Below is a set of entries; copy all of them exactly.

[Collected data]
....

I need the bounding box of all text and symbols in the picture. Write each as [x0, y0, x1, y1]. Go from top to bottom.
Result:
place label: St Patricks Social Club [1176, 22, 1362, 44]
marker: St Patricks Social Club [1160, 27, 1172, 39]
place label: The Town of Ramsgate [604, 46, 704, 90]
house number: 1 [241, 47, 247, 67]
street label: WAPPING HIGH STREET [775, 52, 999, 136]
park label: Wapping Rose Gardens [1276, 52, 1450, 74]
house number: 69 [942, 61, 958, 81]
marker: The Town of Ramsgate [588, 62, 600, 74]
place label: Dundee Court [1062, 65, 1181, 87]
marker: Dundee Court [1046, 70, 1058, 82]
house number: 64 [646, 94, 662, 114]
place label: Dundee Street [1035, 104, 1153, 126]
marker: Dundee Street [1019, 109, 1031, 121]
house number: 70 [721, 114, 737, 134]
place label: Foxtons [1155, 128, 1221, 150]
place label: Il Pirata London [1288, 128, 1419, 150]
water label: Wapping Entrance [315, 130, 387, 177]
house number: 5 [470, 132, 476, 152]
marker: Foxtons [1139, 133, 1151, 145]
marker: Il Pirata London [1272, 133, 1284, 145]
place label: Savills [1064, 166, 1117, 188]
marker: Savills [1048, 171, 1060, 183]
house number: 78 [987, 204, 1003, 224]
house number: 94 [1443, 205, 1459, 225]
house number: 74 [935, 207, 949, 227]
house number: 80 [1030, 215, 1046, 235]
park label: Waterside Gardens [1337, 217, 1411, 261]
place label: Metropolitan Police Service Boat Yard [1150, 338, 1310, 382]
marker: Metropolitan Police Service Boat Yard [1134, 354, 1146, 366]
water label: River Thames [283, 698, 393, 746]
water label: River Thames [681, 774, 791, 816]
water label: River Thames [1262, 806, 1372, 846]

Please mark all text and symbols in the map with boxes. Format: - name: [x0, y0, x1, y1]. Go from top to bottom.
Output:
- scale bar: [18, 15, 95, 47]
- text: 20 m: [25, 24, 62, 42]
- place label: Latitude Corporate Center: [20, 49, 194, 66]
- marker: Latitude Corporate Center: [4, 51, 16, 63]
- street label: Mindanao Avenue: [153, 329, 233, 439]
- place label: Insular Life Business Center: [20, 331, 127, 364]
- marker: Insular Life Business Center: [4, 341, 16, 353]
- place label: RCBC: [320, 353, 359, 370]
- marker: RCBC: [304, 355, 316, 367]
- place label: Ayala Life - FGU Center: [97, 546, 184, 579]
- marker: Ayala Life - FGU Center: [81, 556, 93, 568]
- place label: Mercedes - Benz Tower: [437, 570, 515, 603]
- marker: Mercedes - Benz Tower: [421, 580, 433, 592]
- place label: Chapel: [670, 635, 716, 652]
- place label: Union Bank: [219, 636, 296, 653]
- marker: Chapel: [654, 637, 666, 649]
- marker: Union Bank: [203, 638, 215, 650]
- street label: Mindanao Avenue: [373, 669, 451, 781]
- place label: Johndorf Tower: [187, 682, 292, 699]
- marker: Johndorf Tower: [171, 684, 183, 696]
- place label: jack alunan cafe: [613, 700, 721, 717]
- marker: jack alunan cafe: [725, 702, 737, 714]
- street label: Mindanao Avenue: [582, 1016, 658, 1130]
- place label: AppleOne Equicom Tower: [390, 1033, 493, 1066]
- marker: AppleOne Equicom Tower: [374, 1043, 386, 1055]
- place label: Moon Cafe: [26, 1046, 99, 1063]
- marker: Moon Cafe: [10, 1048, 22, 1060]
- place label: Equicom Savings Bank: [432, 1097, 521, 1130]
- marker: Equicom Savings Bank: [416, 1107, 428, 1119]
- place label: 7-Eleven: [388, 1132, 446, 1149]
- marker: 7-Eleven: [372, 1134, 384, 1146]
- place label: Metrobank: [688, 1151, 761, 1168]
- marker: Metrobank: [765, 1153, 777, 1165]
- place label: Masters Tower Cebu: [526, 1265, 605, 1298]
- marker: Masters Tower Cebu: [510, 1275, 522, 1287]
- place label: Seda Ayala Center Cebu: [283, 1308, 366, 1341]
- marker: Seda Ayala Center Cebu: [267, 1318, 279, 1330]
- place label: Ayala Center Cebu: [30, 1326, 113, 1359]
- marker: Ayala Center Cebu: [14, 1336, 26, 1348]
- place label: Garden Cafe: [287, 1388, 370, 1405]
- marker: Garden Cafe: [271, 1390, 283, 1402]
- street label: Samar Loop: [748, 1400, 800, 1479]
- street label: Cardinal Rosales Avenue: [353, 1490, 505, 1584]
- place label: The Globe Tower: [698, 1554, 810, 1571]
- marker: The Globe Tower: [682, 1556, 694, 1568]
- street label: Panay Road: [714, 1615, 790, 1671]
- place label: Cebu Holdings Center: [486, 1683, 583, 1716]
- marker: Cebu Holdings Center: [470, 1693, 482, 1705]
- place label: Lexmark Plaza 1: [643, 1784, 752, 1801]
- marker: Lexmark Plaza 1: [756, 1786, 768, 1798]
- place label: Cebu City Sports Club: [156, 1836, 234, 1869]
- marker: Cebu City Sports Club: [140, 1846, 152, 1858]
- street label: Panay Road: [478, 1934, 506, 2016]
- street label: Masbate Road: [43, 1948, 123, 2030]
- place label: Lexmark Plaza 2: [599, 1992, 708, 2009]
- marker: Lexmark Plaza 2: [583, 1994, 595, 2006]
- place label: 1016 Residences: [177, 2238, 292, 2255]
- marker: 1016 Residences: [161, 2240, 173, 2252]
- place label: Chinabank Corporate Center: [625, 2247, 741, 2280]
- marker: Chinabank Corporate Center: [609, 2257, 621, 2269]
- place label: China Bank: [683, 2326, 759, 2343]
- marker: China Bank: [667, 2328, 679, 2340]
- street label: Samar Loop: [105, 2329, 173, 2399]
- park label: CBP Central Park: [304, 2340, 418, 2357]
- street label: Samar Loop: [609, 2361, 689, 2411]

....

## Answer box
I need the bounding box of all text and symbols in the picture. Write each as [x0, y0, x1, y1]. Go from top to bottom.
Result:
place label: St Patricks Social Club [1176, 22, 1362, 44]
marker: St Patricks Social Club [1160, 27, 1172, 39]
place label: The Town of Ramsgate [604, 46, 704, 90]
house number: 1 [241, 47, 247, 67]
street label: WAPPING HIGH STREET [775, 52, 999, 136]
park label: Wapping Rose Gardens [1276, 52, 1450, 74]
house number: 69 [942, 61, 958, 81]
marker: The Town of Ramsgate [588, 62, 600, 74]
place label: Dundee Court [1062, 65, 1181, 87]
marker: Dundee Court [1046, 70, 1058, 82]
house number: 64 [646, 94, 662, 114]
place label: Dundee Street [1035, 104, 1153, 126]
marker: Dundee Street [1019, 109, 1031, 121]
house number: 70 [721, 114, 737, 134]
place label: Foxtons [1155, 128, 1221, 150]
place label: Il Pirata London [1288, 128, 1419, 150]
water label: Wapping Entrance [315, 130, 387, 177]
house number: 5 [470, 132, 476, 152]
marker: Foxtons [1139, 133, 1151, 145]
marker: Il Pirata London [1272, 133, 1284, 145]
place label: Savills [1064, 166, 1117, 188]
marker: Savills [1048, 171, 1060, 183]
house number: 78 [987, 204, 1003, 224]
house number: 94 [1443, 205, 1459, 225]
house number: 74 [935, 207, 949, 227]
house number: 80 [1030, 215, 1046, 235]
park label: Waterside Gardens [1337, 217, 1411, 261]
place label: Metropolitan Police Service Boat Yard [1150, 338, 1310, 382]
marker: Metropolitan Police Service Boat Yard [1134, 354, 1146, 366]
water label: River Thames [283, 698, 393, 746]
water label: River Thames [681, 774, 791, 816]
water label: River Thames [1262, 806, 1372, 846]

Please mark all text and symbols in the map with boxes. Format: - name: [x0, y0, x1, y1]. Go from top to bottom.
Output:
- scale bar: [18, 15, 95, 47]
- text: 20 m: [25, 24, 62, 42]
- place label: Latitude Corporate Center: [20, 49, 194, 66]
- marker: Latitude Corporate Center: [4, 51, 16, 63]
- street label: Mindanao Avenue: [153, 329, 233, 439]
- place label: Insular Life Business Center: [20, 331, 127, 364]
- marker: Insular Life Business Center: [4, 341, 16, 353]
- place label: RCBC: [320, 353, 359, 370]
- marker: RCBC: [304, 355, 316, 367]
- place label: Ayala Life - FGU Center: [97, 546, 184, 579]
- marker: Ayala Life - FGU Center: [81, 556, 93, 568]
- place label: Mercedes - Benz Tower: [437, 570, 515, 603]
- marker: Mercedes - Benz Tower: [421, 580, 433, 592]
- place label: Chapel: [670, 635, 716, 652]
- place label: Union Bank: [219, 636, 296, 653]
- marker: Chapel: [654, 637, 666, 649]
- marker: Union Bank: [203, 638, 215, 650]
- street label: Mindanao Avenue: [373, 669, 451, 781]
- place label: Johndorf Tower: [187, 682, 292, 699]
- marker: Johndorf Tower: [171, 684, 183, 696]
- place label: jack alunan cafe: [613, 700, 721, 717]
- marker: jack alunan cafe: [725, 702, 737, 714]
- street label: Mindanao Avenue: [582, 1016, 658, 1130]
- place label: AppleOne Equicom Tower: [390, 1033, 493, 1066]
- marker: AppleOne Equicom Tower: [374, 1043, 386, 1055]
- place label: Moon Cafe: [26, 1046, 99, 1063]
- marker: Moon Cafe: [10, 1048, 22, 1060]
- place label: Equicom Savings Bank: [432, 1097, 521, 1130]
- marker: Equicom Savings Bank: [416, 1107, 428, 1119]
- place label: 7-Eleven: [388, 1132, 446, 1149]
- marker: 7-Eleven: [372, 1134, 384, 1146]
- place label: Metrobank: [688, 1151, 761, 1168]
- marker: Metrobank: [765, 1153, 777, 1165]
- place label: Masters Tower Cebu: [526, 1265, 605, 1298]
- marker: Masters Tower Cebu: [510, 1275, 522, 1287]
- place label: Seda Ayala Center Cebu: [283, 1308, 366, 1341]
- marker: Seda Ayala Center Cebu: [267, 1318, 279, 1330]
- place label: Ayala Center Cebu: [30, 1326, 113, 1359]
- marker: Ayala Center Cebu: [14, 1336, 26, 1348]
- place label: Garden Cafe: [287, 1388, 370, 1405]
- marker: Garden Cafe: [271, 1390, 283, 1402]
- street label: Samar Loop: [748, 1400, 800, 1479]
- street label: Cardinal Rosales Avenue: [353, 1490, 505, 1584]
- place label: The Globe Tower: [698, 1554, 810, 1571]
- marker: The Globe Tower: [682, 1556, 694, 1568]
- street label: Panay Road: [714, 1615, 790, 1671]
- place label: Cebu Holdings Center: [486, 1683, 583, 1716]
- marker: Cebu Holdings Center: [470, 1693, 482, 1705]
- place label: Lexmark Plaza 1: [643, 1784, 752, 1801]
- marker: Lexmark Plaza 1: [756, 1786, 768, 1798]
- place label: Cebu City Sports Club: [156, 1836, 234, 1869]
- marker: Cebu City Sports Club: [140, 1846, 152, 1858]
- street label: Panay Road: [478, 1934, 506, 2016]
- street label: Masbate Road: [43, 1948, 123, 2030]
- place label: Lexmark Plaza 2: [599, 1992, 708, 2009]
- marker: Lexmark Plaza 2: [583, 1994, 595, 2006]
- place label: 1016 Residences: [177, 2238, 292, 2255]
- marker: 1016 Residences: [161, 2240, 173, 2252]
- place label: Chinabank Corporate Center: [625, 2247, 741, 2280]
- marker: Chinabank Corporate Center: [609, 2257, 621, 2269]
- place label: China Bank: [683, 2326, 759, 2343]
- marker: China Bank: [667, 2328, 679, 2340]
- street label: Samar Loop: [105, 2329, 173, 2399]
- park label: CBP Central Park: [304, 2340, 418, 2357]
- street label: Samar Loop: [609, 2361, 689, 2411]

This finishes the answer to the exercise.